A core tenet in both The Bear and Ted Lasso is the idea that people are capable of change. But in The Bear, while everyone appears to be able to unlearn the bad things about themselves and grow, from Richie to even Mama Berzatto, Carmy spends the entire season unwilling to do so. It comes to a head in the finale, “Forever,” when he confronts the executive chef that verbally abused him, left to mull on the chef’s response that that abuse is perhaps what made him such a good chef. In the aftermath of this scene, we see virtually all of the other major characters in the show enjoying themselves as Carmy is absent — much like season 2, when the restaurant functioned better without Carmy, season 3 ends with an implication that things are much better off when Carmy isn’t there (like season 2 Carmy being stuck in the walk-in, season 3 Carmy appears stuck in all of his bad tendencies).

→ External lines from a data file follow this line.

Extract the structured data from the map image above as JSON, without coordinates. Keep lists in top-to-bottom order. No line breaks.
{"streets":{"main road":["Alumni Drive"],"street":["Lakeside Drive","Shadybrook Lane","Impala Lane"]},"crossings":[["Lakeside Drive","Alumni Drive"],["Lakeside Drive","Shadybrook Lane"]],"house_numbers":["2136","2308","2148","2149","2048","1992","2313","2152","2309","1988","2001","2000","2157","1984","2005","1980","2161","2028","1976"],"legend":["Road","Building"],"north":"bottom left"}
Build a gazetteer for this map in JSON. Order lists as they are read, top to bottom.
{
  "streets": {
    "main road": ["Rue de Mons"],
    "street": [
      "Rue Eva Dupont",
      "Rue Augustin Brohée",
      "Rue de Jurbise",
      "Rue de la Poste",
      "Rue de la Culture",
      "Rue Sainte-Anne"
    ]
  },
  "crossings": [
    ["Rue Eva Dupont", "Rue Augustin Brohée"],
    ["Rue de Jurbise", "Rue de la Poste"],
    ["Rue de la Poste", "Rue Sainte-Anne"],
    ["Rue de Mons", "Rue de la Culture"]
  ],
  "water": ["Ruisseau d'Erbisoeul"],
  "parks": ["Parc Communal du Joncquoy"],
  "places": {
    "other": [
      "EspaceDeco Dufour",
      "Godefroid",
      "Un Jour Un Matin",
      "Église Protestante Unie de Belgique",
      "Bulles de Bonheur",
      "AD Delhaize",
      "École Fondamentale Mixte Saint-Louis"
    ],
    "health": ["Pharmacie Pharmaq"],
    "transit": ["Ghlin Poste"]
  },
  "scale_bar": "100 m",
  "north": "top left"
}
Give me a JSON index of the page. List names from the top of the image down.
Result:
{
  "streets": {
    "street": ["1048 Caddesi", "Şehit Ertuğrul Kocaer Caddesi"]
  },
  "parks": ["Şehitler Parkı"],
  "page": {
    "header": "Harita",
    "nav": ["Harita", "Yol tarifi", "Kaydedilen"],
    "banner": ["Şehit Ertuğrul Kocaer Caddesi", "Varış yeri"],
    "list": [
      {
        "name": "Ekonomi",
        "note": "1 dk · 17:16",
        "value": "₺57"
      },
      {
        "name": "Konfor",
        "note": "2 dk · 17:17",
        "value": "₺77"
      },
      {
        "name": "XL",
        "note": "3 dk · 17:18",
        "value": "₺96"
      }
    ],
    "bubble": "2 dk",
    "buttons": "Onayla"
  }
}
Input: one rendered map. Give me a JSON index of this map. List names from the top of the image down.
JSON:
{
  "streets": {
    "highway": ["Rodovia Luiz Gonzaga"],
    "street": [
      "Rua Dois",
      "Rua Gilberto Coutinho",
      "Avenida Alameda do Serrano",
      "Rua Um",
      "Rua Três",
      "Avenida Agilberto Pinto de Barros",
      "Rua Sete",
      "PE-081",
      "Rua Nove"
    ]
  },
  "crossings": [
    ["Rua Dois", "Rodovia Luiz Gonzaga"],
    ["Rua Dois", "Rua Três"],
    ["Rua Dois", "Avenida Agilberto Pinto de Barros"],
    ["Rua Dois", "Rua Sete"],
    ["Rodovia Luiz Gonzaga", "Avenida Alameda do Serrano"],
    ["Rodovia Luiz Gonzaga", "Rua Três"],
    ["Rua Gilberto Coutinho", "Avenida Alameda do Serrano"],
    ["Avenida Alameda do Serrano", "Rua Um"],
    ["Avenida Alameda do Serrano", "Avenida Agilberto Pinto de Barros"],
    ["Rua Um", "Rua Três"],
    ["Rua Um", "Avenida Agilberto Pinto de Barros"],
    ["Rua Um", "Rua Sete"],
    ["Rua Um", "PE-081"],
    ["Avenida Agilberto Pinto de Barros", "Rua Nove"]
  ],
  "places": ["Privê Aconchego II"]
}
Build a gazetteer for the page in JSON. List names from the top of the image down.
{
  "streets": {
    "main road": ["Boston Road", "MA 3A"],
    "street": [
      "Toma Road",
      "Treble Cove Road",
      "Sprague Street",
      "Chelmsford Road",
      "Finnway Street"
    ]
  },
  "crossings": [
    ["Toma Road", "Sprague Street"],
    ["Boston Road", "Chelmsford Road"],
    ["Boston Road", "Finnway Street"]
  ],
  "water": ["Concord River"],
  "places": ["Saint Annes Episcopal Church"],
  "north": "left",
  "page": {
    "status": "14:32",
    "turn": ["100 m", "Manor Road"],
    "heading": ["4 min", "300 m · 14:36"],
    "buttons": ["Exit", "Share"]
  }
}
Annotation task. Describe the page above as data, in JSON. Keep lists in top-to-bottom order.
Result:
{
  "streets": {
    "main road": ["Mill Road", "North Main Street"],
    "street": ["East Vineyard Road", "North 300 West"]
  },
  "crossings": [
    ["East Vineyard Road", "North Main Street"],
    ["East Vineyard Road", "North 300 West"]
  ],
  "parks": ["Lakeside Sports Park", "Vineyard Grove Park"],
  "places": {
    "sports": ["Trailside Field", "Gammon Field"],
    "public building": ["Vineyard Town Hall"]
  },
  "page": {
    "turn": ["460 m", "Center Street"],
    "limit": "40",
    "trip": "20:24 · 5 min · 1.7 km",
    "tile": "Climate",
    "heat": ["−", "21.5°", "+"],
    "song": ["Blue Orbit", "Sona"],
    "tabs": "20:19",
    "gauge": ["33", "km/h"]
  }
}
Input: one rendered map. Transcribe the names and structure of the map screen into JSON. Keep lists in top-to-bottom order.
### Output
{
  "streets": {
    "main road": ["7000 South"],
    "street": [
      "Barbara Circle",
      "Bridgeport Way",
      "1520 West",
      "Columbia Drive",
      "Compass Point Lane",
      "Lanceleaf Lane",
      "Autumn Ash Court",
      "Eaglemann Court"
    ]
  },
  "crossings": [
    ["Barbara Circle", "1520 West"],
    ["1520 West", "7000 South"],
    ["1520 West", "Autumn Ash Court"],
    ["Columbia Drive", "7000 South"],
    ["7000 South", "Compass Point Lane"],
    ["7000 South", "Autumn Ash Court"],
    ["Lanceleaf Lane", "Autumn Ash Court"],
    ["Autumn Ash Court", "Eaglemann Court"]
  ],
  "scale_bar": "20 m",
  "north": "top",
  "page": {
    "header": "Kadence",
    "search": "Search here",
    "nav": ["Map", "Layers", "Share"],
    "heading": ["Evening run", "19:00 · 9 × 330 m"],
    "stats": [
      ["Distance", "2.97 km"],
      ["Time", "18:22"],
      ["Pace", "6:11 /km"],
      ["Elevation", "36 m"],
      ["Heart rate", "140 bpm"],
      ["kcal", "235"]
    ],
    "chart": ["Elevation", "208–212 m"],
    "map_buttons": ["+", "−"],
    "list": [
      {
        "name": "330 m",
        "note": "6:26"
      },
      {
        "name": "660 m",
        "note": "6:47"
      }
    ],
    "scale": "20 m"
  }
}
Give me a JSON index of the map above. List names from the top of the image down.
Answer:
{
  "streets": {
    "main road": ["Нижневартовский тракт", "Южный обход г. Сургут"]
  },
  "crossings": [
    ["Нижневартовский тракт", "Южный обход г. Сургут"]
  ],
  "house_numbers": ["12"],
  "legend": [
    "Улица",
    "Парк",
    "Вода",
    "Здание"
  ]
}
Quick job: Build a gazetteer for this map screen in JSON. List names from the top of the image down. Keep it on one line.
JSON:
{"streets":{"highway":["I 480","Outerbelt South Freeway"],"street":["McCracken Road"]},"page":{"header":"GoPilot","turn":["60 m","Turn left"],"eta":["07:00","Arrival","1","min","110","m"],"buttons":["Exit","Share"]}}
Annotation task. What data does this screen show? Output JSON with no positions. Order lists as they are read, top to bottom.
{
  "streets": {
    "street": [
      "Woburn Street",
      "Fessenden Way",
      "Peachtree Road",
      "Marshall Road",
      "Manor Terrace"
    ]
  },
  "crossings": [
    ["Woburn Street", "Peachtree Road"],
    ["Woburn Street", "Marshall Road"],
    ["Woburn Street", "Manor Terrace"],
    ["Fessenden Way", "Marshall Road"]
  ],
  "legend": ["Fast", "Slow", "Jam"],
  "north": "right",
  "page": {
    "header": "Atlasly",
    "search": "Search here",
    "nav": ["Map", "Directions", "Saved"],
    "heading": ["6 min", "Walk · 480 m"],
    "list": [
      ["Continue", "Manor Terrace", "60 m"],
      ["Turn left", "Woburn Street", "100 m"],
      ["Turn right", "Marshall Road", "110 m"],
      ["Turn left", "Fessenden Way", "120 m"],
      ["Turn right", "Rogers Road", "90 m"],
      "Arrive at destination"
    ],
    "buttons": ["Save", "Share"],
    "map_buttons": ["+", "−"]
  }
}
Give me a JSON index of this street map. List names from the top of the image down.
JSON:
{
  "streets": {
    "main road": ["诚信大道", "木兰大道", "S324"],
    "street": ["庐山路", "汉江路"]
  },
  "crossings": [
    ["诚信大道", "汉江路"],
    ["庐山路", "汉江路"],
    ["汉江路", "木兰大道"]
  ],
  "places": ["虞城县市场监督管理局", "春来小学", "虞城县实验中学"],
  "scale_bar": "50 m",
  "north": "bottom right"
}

I can appreciate nuance — I don’t need every character of every TV show to be perfect in every sense. But part of what irks me is it feels like the Carmy that we’re left with at the end of season 3 is largely the same Carmy that we’re left with at the end of season 2. Part of me wonders if The Bear’s implied 4th (and maybe final?) season will make the same narrative decision as Ted Lasso and have Carmy decide that he needs to step away from the restaurant. I doubt it actually will, but throughout the season I found myself frustrated by the constant destructive habits from the main character in a show whose central thesis seems to be that people can change, to the point that I became far more interested in any storyline that didn’t involve his character. Perhaps it’s all meant to tee up a redemptive arc for him in season 4. Even if that does happen, it felt like we as the audience had to sit through much more of a stagnant season 3 than we perhaps needed. And although I understand why The Bear maybe needed Carmy to fill the role he did, I can’t help but feel that it detracted from an otherwise good season of TV.